>>>

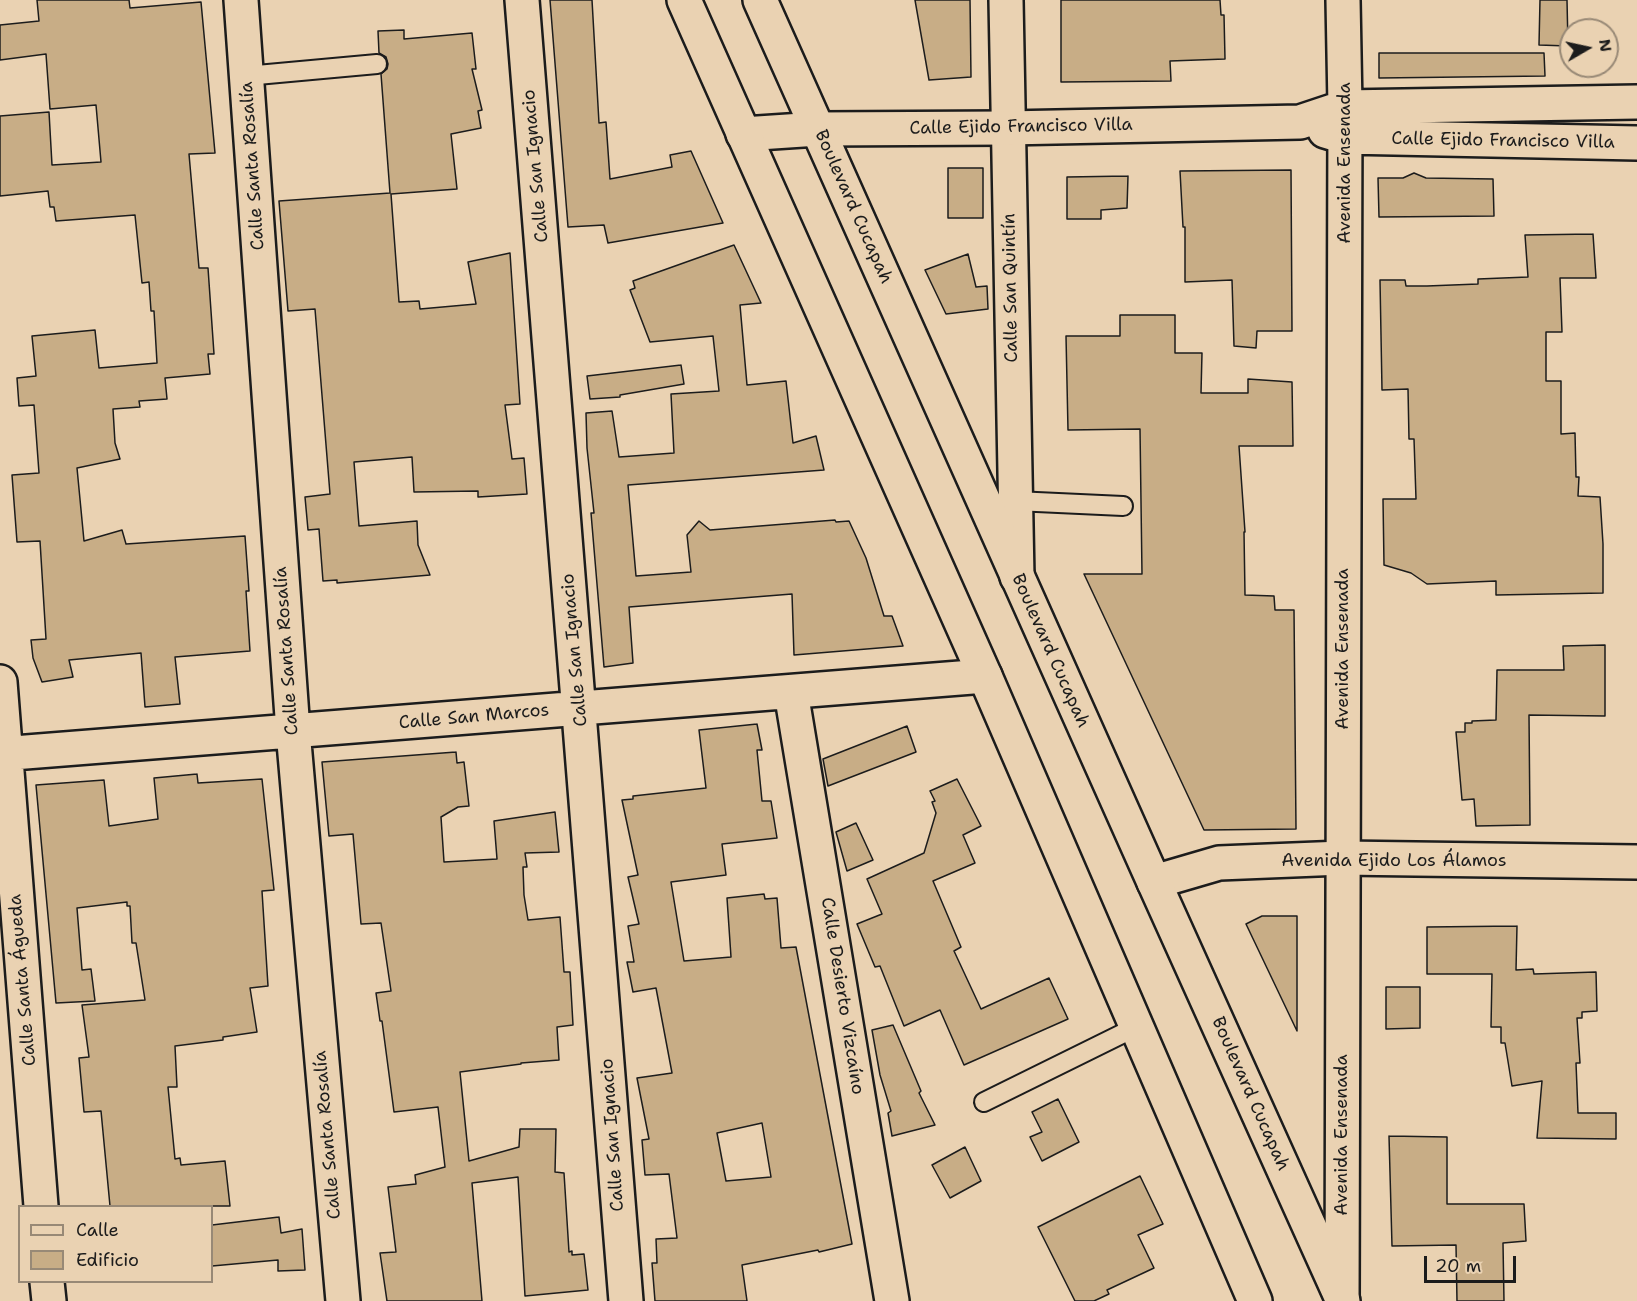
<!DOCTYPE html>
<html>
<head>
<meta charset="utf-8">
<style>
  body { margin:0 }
  #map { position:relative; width:1637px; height:1301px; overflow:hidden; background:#ead2b2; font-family:"Shantell Sans",sans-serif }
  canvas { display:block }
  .legend { position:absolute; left:18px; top:1205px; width:195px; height:78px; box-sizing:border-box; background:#ead2b2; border:2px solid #988976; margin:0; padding:8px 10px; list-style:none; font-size:18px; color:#1c1c1c }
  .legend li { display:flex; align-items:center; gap:12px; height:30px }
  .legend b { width:30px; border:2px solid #988976 }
  .north { position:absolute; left:1559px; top:18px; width:60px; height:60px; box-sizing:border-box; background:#ead2b2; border:2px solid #988976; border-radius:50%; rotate:81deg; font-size:16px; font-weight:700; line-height:24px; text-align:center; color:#1c1c1c }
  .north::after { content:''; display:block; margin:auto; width:21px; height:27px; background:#1c1c1c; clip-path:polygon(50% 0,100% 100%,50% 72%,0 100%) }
  .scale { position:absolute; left:1424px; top:1256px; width:92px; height:27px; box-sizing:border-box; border:3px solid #1c1c1c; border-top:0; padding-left:8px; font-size:18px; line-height:21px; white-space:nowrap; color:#1c1c1c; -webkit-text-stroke:4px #ead2b2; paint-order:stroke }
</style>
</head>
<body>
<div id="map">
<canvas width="1637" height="1301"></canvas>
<ul class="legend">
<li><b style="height:8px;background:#ead2b2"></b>Calle</li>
<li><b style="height:16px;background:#c8ad86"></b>Edificio</li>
</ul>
<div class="north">N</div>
<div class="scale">20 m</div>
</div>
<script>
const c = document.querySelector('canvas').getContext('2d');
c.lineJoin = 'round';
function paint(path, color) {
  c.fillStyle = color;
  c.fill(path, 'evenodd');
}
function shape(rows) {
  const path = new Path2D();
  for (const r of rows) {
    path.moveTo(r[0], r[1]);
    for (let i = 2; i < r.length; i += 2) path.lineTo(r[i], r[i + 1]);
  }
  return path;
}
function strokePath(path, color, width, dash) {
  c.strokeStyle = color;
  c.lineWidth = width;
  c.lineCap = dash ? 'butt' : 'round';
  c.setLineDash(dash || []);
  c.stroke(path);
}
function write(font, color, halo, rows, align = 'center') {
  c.font = font + ' "Shantell Sans",sans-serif';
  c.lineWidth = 4.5;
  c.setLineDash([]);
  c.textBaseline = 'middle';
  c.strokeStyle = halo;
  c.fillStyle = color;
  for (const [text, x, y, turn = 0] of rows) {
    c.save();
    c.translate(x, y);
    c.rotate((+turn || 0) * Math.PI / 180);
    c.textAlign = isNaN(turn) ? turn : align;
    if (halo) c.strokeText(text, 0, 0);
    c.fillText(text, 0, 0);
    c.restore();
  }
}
const building = shape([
  [37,0,129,0,130,8,201,2,215,153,189,154,199,268,208,268,214,354,208,354,210,374,165,378,167,399,139,401,140,407,113,409,115,443,120,459,77,468,84,541,122,530,126,544,245,536,249,591,246,591,250,651,175,657,180,704,145,707,141,653,69,660,73,677,42,682,33,658,31,640,46,639,40,541,17,542,12,475,39,473,34,405,19,406,17,378,36,376,32,336,95,330,99,368,157,363,154,311,151,311,149,282,142,283,135,215,56,221,54,207,50,207,48,191,0,196,0,116,49,112,52,165,101,162,96,105,50,109,46,54,0,60,0,25,39,21,37,0],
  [550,0,592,0,599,123,606,122,610,179,672,167,670,155,691,151,723,223,608,243,604,225,568,227,550,0],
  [915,0,970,0,971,77,929,80,915,0],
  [1061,0,1220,0,1221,15,1224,15,1225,59,1170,61,1171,81,1061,82,1061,0],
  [1540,0,1567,0,1568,46,1539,45,1540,0],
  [404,30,404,39,472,33,476,69,472,69,482,110,478,111,481,128,451,134,457,189,391,194,399,302,419,301,420,309,476,304,468,262,510,253,520,404,505,405,512,459,524,458,527,494,478,497,478,491,414,492,412,457,354,462,359,526,417,521,418,545,430,575,337,583,337,580,323,581,319,529,308,530,305,497,330,494,315,309,288,311,279,201,390,193,381,74,387,69,388,64,386,57,379,53,378,31,404,30],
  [1379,53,1544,53,1545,76,1379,78,1379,53],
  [948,168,983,168,983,218,948,218,948,168],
  [1291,170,1292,331,1257,331,1256,348,1234,346,1232,280,1185,282,1185,227,1183,227,1180,171,1291,170],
  [1414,173,1426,178,1493,179,1494,216,1379,217,1378,178,1403,178,1414,173],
  [1128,176,1127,208,1101,210,1101,219,1067,219,1067,177,1128,176],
  [1593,234,1596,278,1560,278,1562,332,1546,332,1546,381,1561,381,1561,434,1575,433,1576,477,1579,477,1578,496,1600,497,1603,544,1603,593,1496,595,1496,581,1427,584,1411,573,1384,565,1383,499,1416,499,1414,439,1409,439,1408,389,1382,390,1380,280,1405,280,1406,286,1427,286,1478,284,1478,279,1528,277,1525,235,1593,234],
  [734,245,761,303,740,305,747,385,786,381,793,443,816,436,824,470,628,485,636,576,691,572,687,535,699,521,710,530,835,520,836,522,849,521,866,558,884,616,892,616,903,646,794,655,792,594,629,607,633,663,604,667,591,513,594,513,587,448,586,413,612,411,619,457,674,453,671,394,719,391,713,336,650,342,630,290,635,288,633,281,734,245],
  [968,254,976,287,987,286,988,309,946,314,925,270,968,254],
  [1120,315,1175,315,1175,353,1202,353,1201,393,1248,393,1248,379,1292,382,1293,446,1239,446,1245,532,1244,532,1245,595,1274,596,1275,610,1294,610,1296,829,1204,830,1084,574,1142,574,1140,429,1068,430,1066,336,1120,336,1120,315],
  [681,365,684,384,620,395,620,397,590,399,587,376,681,365],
  [1605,645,1605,716,1529,715,1530,825,1476,826,1474,799,1462,800,1456,732,1465,732,1465,723,1472,723,1472,721,1496,720,1497,670,1564,670,1563,646,1605,645],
  [757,724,762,750,757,750,762,801,771,801,777,838,722,844,726,875,671,882,684,961,731,957,727,898,764,894,765,899,777,898,781,948,796,947,852,1244,819,1252,818,1250,742,1265,747,1301,655,1301,652,1263,657,1263,656,1239,677,1238,669,1174,645,1175,642,1140,649,1139,637,1078,672,1073,656,988,633,992,627,962,634,962,628,926,639,924,628,877,638,875,622,800,633,799,633,796,706,788,699,730,757,724],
  [762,1123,771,1177,726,1181,717,1133,762,1123],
  [907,726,916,752,828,786,823,759,907,726],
  [456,752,457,763,464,762,469,806,458,807,441,817,444,862,497,859,494,821,555,812,559,852,525,853,527,867,523,867,524,895,528,920,560,917,564,972,570,972,573,1025,557,1027,559,1060,521,1063,521,1064,460,1072,469,1161,519,1147,520,1129,556,1129,555,1172,564,1173,569,1252,572,1251,572,1255,584,1254,588,1290,525,1296,518,1177,472,1183,482,1301,387,1301,380,1253,396,1252,388,1187,416,1184,415,1175,445,1167,438,1107,394,1112,382,1021,380,1021,376,993,391,991,381,923,361,924,353,834,329,836,322,762,456,752],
  [197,774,198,783,262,779,274,890,262,891,268,986,250,988,257,1032,223,1037,223,1040,175,1046,177,1087,168,1087,175,1159,180,1158,181,1165,225,1161,230,1206,110,1206,101,1111,84,1112,79,1058,89,1057,82,1005,145,1000,136,943,132,943,130,906,127,906,127,902,77,908,82,970,91,969,95,1001,56,1003,36,785,104,780,109,826,158,819,154,778,197,774],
  [957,779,981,826,963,835,975,863,933,881,961,947,954,951,981,1009,1049,978,1068,1019,964,1065,940,1010,904,1026,880,966,875,967,857,924,882,914,867,879,924,853,936,813,932,802,935,801,930,791,957,779],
  [856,823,873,860,847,871,836,832,856,823],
  [1262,916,1297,916,1297,1031,1246,924,1262,916],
  [1517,926,1516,970,1533,969,1534,974,1596,972,1597,1011,1582,1012,1582,1018,1577,1018,1580,1063,1576,1063,1578,1113,1616,1113,1616,1139,1537,1138,1542,1081,1512,1086,1505,1043,1501,1043,1501,1027,1491,1027,1492,974,1427,974,1427,927,1517,926],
  [1386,987,1420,987,1420,1028,1386,1029,1386,987],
  [893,1025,921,1091,919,1093,935,1125,892,1136,888,1113,891,1111,880,1075,872,1030,893,1025],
  [1058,1099,1079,1142,1042,1161,1030,1137,1042,1132,1032,1112,1058,1099],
  [1389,1136,1447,1137,1447,1204,1524,1204,1526,1241,1503,1243,1504,1301,1457,1301,1456,1245,1392,1246,1389,1136],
  [965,1147,981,1181,950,1198,932,1165,965,1147],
  [1140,1176,1163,1224,1138,1235,1154,1268,1107,1290,1109,1294,1094,1301,1075,1301,1038,1227,1140,1176],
  [279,1217,281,1233,302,1229,305,1270,278,1271,278,1260,212,1266,212,1225,279,1217]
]);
paint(building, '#c8ad86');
strokePath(building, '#1c1c1c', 1.5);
const lane = shape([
  [246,76,377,64],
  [1015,501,1123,506],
  [984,1102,1136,1027]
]);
const street = shape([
  [241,0,293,731,343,1301],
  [522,0,626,1301],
  [1006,0,1017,577],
  [0,682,41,1206],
  [791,692,892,1301],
  [0,754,985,676],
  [1154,882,1219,863,1342,858,1637,862],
  [47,1282,49,1301]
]);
const secondary = shape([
  [1325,131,1345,137,1637,143],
  [743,134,818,129,1007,128,1300,122,1345,107,1637,102],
  [1342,1299,1345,107,1343,0]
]);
const primary = shape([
  [684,0,985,676,1255,1301],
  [760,0,1154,882,1343,1301]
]);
strokePath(lane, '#1c1c1c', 22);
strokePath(street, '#1c1c1c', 38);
strokePath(secondary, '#1c1c1c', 38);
strokePath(primary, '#1c1c1c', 38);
strokePath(lane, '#ead2b2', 18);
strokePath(street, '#ead2b2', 33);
strokePath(secondary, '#ead2b2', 33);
strokePath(primary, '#ead2b2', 33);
write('18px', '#1c1c1c', '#ead2b2', [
  ["Calle Ejido Francisco Villa",1021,127,-1],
  ["Calle Ejido Francisco Villa",1503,141,1],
  ["Avenida Ensenada",1345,163,-90],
  ["Calle Santa Rosalía",253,166,-94],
  ["Calle San Ignacio",536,166,-95],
  ["Boulevard Cucapah",853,207,66],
  ["Calle San Quintín",1011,288,-91],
  ["Avenida Ensenada",1343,649,-90],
  ["Calle San Ignacio",575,650,-95],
  ["Calle Santa Rosalía",287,651,-94],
  ["Boulevard Cucapah",1050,651,66],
  ["Calle San Marcos",474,717,-5],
  ["Avenida Ejido Los Álamos",1394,861],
  ["Calle Santa Águeda",23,980,-95],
  ["Calle Desierto Vizcaíno",842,996,81],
  ["Boulevard Cucapah",1250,1094,66],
  ["Calle Santa Rosalía",328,1135,-95],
  ["Calle San Ignacio",613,1135,-94],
  ["Avenida Ensenada",1342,1135,-90]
]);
</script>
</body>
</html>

<<<

- **EXERCISE DETAILS**: In the answer, include exactly the lines from the top of the entries through the line containing "position:absolute; left:1559px; top:18px;", and nothing else, not even the pictures.

- **OUTPUT FOR THIS EXERCISE**:
<!DOCTYPE html>
<html>
<head>
<meta charset="utf-8">
<style>
  body { margin:0 }
  #map { position:relative; width:1637px; height:1301px; overflow:hidden; background:#ead2b2; font-family:"Shantell Sans",sans-serif }
  canvas { display:block }
  .legend { position:absolute; left:18px; top:1205px; width:195px; height:78px; box-sizing:border-box; background:#ead2b2; border:2px solid #988976; margin:0; padding:8px 10px; list-style:none; font-size:18px; color:#1c1c1c }
  .legend li { display:flex; align-items:center; gap:12px; height:30px }
  .legend b { width:30px; border:2px solid #988976 }
  .north { position:absolute; left:1559px; top:18px; width:60px; height:60px; box-sizing:border-box; background:#ead2b2; border:2px solid #988976; border-radius:50%; rotate:81deg; font-size:16px; font-weight:700; line-height:24px; text-align:center; color:#1c1c1c }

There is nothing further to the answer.